That the Palestinians have been victimized by the self-designated Jewish State funded by Jewish organizations and enabled through Jewish manipulation of America’s legislature and media would appear to be an irrelevancy to the self-righteous standard bearers adhering staunchly to what they choose to describe as their “anti-racist principles.” In a recent disagreeable incident involving the Students for Justice in Palestine at Stanford University a Nakba survivor Palestinian woman speaker was actually disinvited because it was feared that she might verbally challenge the legitimacy of the Zionist occupation of her former home. One wonders if the students would have censored an anti-Apartheid speaker from South Africa in a similar fashion in the 1980s?
I have sometimes noted how the Zionist conspiracy is international in nature, with hate crime legislation strictly enforced in places like France to sanction any criticism of Israel, which has been conveniently and incorrectly conflated with anti-Semitism. The latest focal point for making any critique of the Zionist enterprise unacceptable is Britain, and more particularly in the Labour Party, which once upon a time was viewed as the most progressive of the country’s three major parties. It also has long included Jewish Britons in senior party and government positions and is home to two formidable pressure groups, the Labour Friends of Israel and the Jewish Labour Movement.
Some recent Labour Party history is required. In September 2015 Jeremy Corbyn was elected leader of the parliamentary Labour Party to replace Ed Milliband. Corbyn, who has a long history as a human rights advocate and anti-interventionist in his foreign policy views, was considered a long shot when he began his leadership campaign but eventually won with nearly 60% of the vote due to “anti-establishment” fervor similar to what is taking place in the United States currently. Along the way, his campaign was assailed by a number of Jewish organizations in Britain based on allegations that he was hostile to Israel.
Corbyn had indeed been outspoken on Middle East policy as a member of the Palestine Solidarity Campaign, condemning the Israeli handling of the conflict in Gaza and denouncing what he describes as apartheid in Israel. He has supported a selective boycott of Israel and believes that weapons sales to it should be blocked. Asked on by an interviewer in July 2015 why he had referred to both Hamas and Hezbollah as “friends”, Corbyn replied, “I use it in a collective way, saying our friends are prepared to talk. Does it mean I agree with Hamas and what it does? No. Does it mean I agree with Hezbollah and what they do? No. What it means is that I think to bring about a peace process, you have to talk to people with whom you may profoundly disagree … There is not going to be a peace process unless there is talks involving Israel, Hezbollah and Hamas and I think everyone knows that.”
Corbyn also supported the lifting of sanctions as part of a negotiated agreement to dismantle the Iranian nuclear program, and the initiation of steps to place Israel’s nuclear arsenal under Non-Proliferation controls. Though one would think that the statements were pretty mild stuff relatively speaking, Corbyn continues to be assailed as being tolerant of anti-Semitism within the Labour Party as a consequence.

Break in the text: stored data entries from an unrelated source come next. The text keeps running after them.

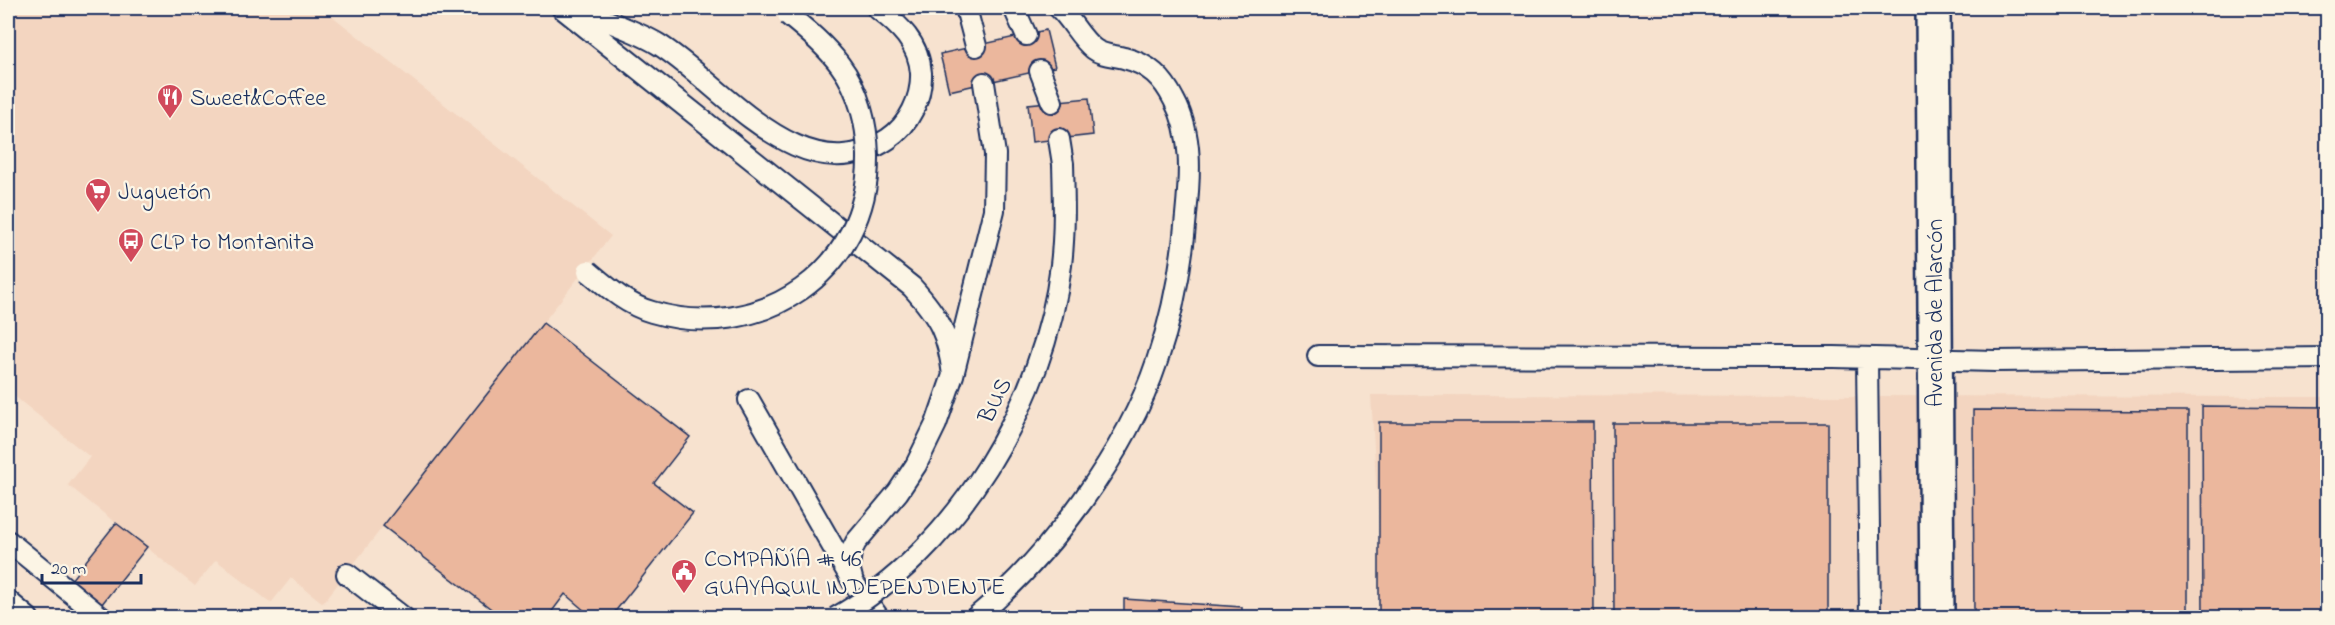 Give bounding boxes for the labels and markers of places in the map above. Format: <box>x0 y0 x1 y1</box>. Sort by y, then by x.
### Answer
restaurant icon: Sweet&Coffee <box>155 82 185 120</box>
place label: Sweet&Coffee <box>190 82 326 117</box>
supermarket icon: Juguetón <box>83 176 113 214</box>
place label: Juguetón <box>118 176 211 211</box>
bus stop icon: CLP to Montanita <box>116 226 146 264</box>
place label: CLP to Montanita <box>150 226 314 261</box>
place label: COMPAÑÍA # 46 GUAYAQUIL INDEPENDIENTE <box>704 543 1005 606</box>
public building icon: COMPAÑÍA # 46 GUAYAQUIL INDEPENDIENTE <box>669 557 699 595</box>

Observers in Britain believe that much of the behind the scenes anti-Corbyn agitation within the Party is being orchestrated by former Prime Minister Tony Blair, who wants to see Corbyn replaced by someone closer to his brand of political centrism. One longtime Blair supporter and major Labour donor David Abrahams apparently agrees, ending his financial support of the party over its alleged anti-Semitism, declaring it “a plague that has to be stamped out.”
Britain is going to the polls on Thursday in local and municipal elections. It is perhaps no coincidence that the attacks on Labour have intensified in the past several weeks and polls are now suggested that the Party might well lose “hundreds” of local government seats at least in part due to the apparent turmoil reflected in media coverage of the anti-Semitism issue.
The wave of attacks on Labour members deemed to be too hostile to Israel actually began in August 2015 with widely publicized but later discredited claims that the Oxford University Labour Club was dominated by anti-Semites. As it turned out, Alex Chalmers, the student who made the allegations, was a member of Britain’s Israel lobby. Currently it is being fueled by appearances in the national media by Israel’s Ambassador Mark Regev and also by former associates of Tony Blair who are demanding a thorough review of possible anti-Semitism within the party. They have focused on two Labour notables, Naz Shah and Ken Livingstone, “Red” Ken, who have been suspended over comments and social media postings relating to Israel.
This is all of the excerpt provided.